This new work by Heng Ravuth picks up the theme from his last solo exhibition of the same title in 2011, Innermost II. It is a series of mixed media canvases depicting the artist in different positions of repose and movement. Ravuth refers to making his self-portraits as an “obsession” to express emotion, vulnerability and personal truth. Although the artist uses his own body and face to create the compositions, he distorts his identity to minimize the personal narrative. He sees himself not as a messenger but the medium.
Ravuth starts first with the composition of his body which he captures with photography. This image is then reproduced in miniature, the colors altered and repeated a hundred times or more.

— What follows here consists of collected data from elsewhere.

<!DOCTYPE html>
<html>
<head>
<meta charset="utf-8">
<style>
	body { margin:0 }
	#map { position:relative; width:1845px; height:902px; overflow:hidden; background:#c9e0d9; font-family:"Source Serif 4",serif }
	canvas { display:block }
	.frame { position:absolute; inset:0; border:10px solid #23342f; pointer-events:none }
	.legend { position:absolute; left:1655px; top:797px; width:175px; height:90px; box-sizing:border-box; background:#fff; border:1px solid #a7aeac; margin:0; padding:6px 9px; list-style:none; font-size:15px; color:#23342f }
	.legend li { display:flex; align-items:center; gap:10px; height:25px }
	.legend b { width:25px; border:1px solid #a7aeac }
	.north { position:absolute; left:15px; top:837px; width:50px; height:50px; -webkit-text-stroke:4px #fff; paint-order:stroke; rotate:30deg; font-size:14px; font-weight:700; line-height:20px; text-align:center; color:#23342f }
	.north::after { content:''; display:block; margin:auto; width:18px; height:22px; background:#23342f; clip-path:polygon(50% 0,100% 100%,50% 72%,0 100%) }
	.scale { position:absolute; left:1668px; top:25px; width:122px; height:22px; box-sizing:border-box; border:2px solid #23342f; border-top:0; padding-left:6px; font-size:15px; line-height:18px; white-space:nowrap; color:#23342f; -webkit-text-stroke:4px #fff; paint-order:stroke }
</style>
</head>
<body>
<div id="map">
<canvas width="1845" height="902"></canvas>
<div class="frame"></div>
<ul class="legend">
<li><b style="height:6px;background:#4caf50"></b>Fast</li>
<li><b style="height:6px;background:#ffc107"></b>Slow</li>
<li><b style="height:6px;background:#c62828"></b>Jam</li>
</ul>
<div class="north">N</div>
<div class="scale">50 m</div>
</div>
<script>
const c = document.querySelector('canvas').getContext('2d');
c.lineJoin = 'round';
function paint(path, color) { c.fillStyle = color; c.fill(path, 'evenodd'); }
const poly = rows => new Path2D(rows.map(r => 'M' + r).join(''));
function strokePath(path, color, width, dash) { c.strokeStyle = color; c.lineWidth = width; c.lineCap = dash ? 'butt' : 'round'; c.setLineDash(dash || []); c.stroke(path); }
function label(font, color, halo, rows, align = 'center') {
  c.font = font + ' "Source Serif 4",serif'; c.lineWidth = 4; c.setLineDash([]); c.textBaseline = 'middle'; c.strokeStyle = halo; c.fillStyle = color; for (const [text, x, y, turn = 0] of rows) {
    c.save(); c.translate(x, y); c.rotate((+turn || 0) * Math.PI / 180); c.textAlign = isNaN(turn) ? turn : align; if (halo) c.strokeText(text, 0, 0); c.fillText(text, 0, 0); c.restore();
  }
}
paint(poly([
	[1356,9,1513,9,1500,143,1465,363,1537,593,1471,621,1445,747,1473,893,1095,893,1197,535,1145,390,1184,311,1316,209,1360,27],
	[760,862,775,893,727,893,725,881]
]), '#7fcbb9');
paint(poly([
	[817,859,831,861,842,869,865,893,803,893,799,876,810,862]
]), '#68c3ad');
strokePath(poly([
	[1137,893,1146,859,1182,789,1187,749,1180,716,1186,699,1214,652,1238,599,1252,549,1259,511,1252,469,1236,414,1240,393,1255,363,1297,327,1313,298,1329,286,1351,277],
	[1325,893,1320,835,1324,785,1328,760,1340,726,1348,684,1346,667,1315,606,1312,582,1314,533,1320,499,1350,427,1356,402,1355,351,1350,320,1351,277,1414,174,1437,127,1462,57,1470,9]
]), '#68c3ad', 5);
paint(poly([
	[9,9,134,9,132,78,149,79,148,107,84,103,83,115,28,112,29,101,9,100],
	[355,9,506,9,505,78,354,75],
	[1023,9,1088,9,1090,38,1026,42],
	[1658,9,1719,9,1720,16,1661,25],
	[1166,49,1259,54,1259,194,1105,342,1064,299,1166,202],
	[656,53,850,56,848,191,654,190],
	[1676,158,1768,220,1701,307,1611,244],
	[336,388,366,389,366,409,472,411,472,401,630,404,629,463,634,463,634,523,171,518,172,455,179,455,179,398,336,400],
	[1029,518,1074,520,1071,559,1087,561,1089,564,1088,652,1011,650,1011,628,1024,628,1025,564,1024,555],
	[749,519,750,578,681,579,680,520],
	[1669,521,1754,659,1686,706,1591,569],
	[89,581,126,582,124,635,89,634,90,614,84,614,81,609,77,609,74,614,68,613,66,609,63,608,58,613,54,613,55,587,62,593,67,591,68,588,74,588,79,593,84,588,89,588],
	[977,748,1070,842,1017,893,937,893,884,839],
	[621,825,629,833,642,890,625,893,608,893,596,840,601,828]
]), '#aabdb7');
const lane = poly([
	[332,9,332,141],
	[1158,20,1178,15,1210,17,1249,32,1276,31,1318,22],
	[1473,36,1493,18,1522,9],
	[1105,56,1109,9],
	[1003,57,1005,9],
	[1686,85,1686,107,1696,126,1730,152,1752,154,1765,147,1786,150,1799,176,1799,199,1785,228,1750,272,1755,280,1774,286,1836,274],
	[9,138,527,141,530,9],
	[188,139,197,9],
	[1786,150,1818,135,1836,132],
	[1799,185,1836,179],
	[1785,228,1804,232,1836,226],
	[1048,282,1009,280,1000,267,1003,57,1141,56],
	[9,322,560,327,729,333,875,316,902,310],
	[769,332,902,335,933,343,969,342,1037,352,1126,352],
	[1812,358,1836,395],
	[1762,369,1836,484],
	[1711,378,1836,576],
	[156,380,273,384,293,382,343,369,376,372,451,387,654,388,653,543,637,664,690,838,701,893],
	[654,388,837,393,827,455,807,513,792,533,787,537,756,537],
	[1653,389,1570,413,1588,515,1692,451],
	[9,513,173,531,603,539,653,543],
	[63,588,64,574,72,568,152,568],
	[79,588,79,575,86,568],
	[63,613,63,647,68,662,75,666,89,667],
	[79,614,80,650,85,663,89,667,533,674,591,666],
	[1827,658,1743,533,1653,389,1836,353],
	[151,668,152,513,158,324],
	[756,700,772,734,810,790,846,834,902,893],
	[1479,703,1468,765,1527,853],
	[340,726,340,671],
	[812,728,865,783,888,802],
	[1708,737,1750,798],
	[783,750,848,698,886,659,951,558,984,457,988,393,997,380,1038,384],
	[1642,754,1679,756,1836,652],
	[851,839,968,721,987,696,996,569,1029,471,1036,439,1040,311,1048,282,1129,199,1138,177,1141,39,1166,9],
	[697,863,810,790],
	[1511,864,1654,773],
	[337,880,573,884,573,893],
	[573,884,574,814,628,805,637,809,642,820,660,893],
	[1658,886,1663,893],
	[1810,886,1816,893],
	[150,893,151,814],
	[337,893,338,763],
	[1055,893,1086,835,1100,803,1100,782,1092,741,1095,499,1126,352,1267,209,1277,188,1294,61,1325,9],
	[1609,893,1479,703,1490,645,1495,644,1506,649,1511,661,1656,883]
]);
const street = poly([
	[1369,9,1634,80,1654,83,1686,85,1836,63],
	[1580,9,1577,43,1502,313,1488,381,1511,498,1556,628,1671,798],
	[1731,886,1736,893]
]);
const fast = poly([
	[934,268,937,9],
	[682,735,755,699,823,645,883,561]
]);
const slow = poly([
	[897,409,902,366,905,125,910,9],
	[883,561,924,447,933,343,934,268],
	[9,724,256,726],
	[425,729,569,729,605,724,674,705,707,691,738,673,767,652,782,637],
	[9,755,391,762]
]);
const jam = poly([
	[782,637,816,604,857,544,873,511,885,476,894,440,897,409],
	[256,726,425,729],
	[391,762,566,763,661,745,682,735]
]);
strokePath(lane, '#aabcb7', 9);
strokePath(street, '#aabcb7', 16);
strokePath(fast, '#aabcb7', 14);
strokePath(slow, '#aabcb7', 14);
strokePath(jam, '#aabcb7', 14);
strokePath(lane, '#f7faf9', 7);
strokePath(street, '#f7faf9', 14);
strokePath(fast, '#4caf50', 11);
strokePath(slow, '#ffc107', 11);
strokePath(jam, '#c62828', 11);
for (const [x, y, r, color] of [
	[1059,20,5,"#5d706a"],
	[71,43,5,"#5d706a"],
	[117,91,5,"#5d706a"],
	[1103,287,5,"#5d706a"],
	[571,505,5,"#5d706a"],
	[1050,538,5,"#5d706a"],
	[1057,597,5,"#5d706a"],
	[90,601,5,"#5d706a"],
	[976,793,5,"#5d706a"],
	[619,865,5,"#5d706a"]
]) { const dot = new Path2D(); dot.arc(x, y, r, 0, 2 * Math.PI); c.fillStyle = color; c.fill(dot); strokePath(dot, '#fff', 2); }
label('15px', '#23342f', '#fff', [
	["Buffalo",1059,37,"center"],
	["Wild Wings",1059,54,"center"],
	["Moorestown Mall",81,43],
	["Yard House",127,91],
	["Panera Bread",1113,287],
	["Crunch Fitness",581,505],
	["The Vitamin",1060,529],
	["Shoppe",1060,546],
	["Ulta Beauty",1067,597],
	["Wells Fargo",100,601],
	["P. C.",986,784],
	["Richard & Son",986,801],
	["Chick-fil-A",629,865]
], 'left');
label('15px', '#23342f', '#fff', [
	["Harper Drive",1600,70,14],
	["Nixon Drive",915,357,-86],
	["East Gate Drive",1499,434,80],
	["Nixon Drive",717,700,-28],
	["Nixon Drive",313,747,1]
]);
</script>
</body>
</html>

Working with the very small prints, he applies them to the canvas in a composition that echoes the original, but further manipulated with paint, distortion and repetition—a process that allows the artist to investigate the complexities of the inner mind. He seeks to expose a hidden characteristic or emotion, to go further than what the camera can capture.
Since early on, Ravuth has worked with the body and self as a medium—particularly the nude body. The nude body, for him, represents the tension between the private and public self. Nudity has a tradition in Cambodia, like the bare-breasted Apsaras sculpted on ancient temples. However modern iterations are mostly paintings of sexualized figures of women carrying out daily tasks, like fetching water or resting on a rock. In contemporary works, artists like Oeur Sokuntevy uses nudity in her paintings to express independence or fragility; Khvay Samnang inserts his own naked body in contention with the geo-political history of the sites where he performs; and Prumsodun Ok, has pushed the boundaries of classical Cambodian dance, embodying “empowered sexuality” with minimal clothing and sensualized choreography.
Ravuth says, “Nudity, particularly in the Cambodian culture, is uncomfortable and disturbing as it reveals the very intimate and private parts of our bodies that we don’t usually talk about. It also has connotations of shame and indignity and therefore we try to hide it. Even though we try to cover our nudity with clothes, it is who we are.”
Using his body to convey meaning, Ravuth avoids a directed narrative. Like his contemporaries in performance, his body is the medium and offers an interpretive moment of self-discovery actuated by mystery and curiosity.